• [What is needed]:
Please write out the data below once more, exactly as it stands.

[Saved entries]

+-------+

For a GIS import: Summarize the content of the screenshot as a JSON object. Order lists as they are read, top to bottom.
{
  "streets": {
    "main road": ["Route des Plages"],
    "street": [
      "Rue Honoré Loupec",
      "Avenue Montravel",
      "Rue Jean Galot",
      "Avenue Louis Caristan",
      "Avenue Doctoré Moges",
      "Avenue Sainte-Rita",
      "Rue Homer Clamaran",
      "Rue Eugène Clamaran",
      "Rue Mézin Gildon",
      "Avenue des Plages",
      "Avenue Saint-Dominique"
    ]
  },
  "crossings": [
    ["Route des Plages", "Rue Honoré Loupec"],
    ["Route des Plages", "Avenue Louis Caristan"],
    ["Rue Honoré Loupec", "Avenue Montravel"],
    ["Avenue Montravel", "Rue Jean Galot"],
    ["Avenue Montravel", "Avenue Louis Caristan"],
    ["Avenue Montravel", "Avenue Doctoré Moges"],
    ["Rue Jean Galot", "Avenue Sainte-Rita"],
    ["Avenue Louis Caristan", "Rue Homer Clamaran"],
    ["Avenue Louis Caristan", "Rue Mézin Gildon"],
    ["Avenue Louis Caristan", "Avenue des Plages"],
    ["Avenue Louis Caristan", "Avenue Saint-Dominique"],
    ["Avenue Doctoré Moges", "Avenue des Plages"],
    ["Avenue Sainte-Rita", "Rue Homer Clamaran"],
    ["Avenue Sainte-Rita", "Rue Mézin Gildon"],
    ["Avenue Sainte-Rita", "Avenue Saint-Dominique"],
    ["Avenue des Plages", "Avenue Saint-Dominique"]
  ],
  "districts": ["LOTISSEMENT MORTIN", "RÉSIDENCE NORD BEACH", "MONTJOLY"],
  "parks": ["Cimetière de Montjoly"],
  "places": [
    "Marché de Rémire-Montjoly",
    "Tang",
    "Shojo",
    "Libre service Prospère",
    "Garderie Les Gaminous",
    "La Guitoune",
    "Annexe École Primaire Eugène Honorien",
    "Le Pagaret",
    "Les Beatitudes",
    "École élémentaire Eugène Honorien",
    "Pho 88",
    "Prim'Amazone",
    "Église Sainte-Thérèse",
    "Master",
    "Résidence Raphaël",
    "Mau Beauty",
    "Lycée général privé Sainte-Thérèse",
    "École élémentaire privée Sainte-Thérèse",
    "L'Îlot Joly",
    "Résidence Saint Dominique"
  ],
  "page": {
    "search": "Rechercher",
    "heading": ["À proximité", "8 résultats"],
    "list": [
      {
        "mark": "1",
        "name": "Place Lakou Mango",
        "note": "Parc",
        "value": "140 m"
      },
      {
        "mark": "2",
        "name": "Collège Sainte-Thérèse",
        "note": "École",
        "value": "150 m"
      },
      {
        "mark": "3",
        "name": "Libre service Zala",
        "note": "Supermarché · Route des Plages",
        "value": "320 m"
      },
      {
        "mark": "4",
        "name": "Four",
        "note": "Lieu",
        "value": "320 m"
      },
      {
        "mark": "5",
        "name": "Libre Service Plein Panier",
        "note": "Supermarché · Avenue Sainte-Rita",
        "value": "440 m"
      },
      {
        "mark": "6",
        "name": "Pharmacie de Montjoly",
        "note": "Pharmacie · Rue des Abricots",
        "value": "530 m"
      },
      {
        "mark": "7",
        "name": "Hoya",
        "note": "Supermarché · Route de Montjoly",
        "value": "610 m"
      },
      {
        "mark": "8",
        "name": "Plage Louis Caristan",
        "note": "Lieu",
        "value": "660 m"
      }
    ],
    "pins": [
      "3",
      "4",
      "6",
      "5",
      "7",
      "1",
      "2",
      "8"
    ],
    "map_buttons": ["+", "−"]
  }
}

+-------+

• [Answer to this problem]:
For a GIS import: Summarize the content of the screenshot as a JSON object. Order lists as they are read, top to bottom.
{
  "streets": {
    "main road": ["Route des Plages"],
    "street": [
      "Rue Honoré Loupec",
      "Avenue Montravel",
      "Rue Jean Galot",
      "Avenue Louis Caristan",
      "Avenue Doctoré Moges",
      "Avenue Sainte-Rita",
      "Rue Homer Clamaran",
      "Rue Eugène Clamaran",
      "Rue Mézin Gildon",
      "Avenue des Plages",
      "Avenue Saint-Dominique"
    ]
  },
  "crossings": [
    ["Route des Plages", "Rue Honoré Loupec"],
    ["Route des Plages", "Avenue Louis Caristan"],
    ["Rue Honoré Loupec", "Avenue Montravel"],
    ["Avenue Montravel", "Rue Jean Galot"],
    ["Avenue Montravel", "Avenue Louis Caristan"],
    ["Avenue Montravel", "Avenue Doctoré Moges"],
    ["Rue Jean Galot", "Avenue Sainte-Rita"],
    ["Avenue Louis Caristan", "Rue Homer Clamaran"],
    ["Avenue Louis Caristan", "Rue Mézin Gildon"],
    ["Avenue Louis Caristan", "Avenue des Plages"],
    ["Avenue Louis Caristan", "Avenue Saint-Dominique"],
    ["Avenue Doctoré Moges", "Avenue des Plages"],
    ["Avenue Sainte-Rita", "Rue Homer Clamaran"],
    ["Avenue Sainte-Rita", "Rue Mézin Gildon"],
    ["Avenue Sainte-Rita", "Avenue Saint-Dominique"],
    ["Avenue des Plages", "Avenue Saint-Dominique"]
  ],
  "districts": ["LOTISSEMENT MORTIN", "RÉSIDENCE NORD BEACH", "MONTJOLY"],
  "parks": ["Cimetière de Montjoly"],
  "places": [
    "Marché de Rémire-Montjoly",
    "Tang",
    "Shojo",
    "Libre service Prospère",
    "Garderie Les Gaminous",
    "La Guitoune",
    "Annexe École Primaire Eugène Honorien",
    "Le Pagaret",
    "Les Beatitudes",
    "École élémentaire Eugène Honorien",
    "Pho 88",
    "Prim'Amazone",
    "Église Sainte-Thérèse",
    "Master",
    "Résidence Raphaël",
    "Mau Beauty",
    "Lycée général privé Sainte-Thérèse",
    "École élémentaire privée Sainte-Thérèse",
    "L'Îlot Joly",
    "Résidence Saint Dominique"
  ],
  "page": {
    "search": "Rechercher",
    "heading": ["À proximité", "8 résultats"],
    "list": [
      {
        "mark": "1",
        "name": "Place Lakou Mango",
        "note": "Parc",
        "value": "140 m"
      },
      {
        "mark": "2",
        "name": "Collège Sainte-Thérèse",
        "note": "École",
        "value": "150 m"
      },
      {
        "mark": "3",
        "name": "Libre service Zala",
        "note": "Supermarché · Route des Plages",
        "value": "320 m"
      },
      {
        "mark": "4",
        "name": "Four",
        "note": "Lieu",
        "value": "320 m"
      },
      {
        "mark": "5",
        "name": "Libre Service Plein Panier",
        "note": "Supermarché · Avenue Sainte-Rita",
        "value": "440 m"
      },
      {
        "mark": "6",
        "name": "Pharmacie de Montjoly",
        "note": "Pharmacie · Rue des Abricots",
        "value": "530 m"
      },
      {
        "mark": "7",
        "name": "Hoya",
        "note": "Supermarché · Route de Montjoly",
        "value": "610 m"
      },
      {
        "mark": "8",
        "name": "Plage Louis Caristan",
        "note": "Lieu",
        "value": "660 m"
      }
    ],
    "pins": [
      "3",
      "4",
      "6",
      "5",
      "7",
      "1",
      "2",
      "8"
    ],
    "map_buttons": ["+", "−"]
  }
}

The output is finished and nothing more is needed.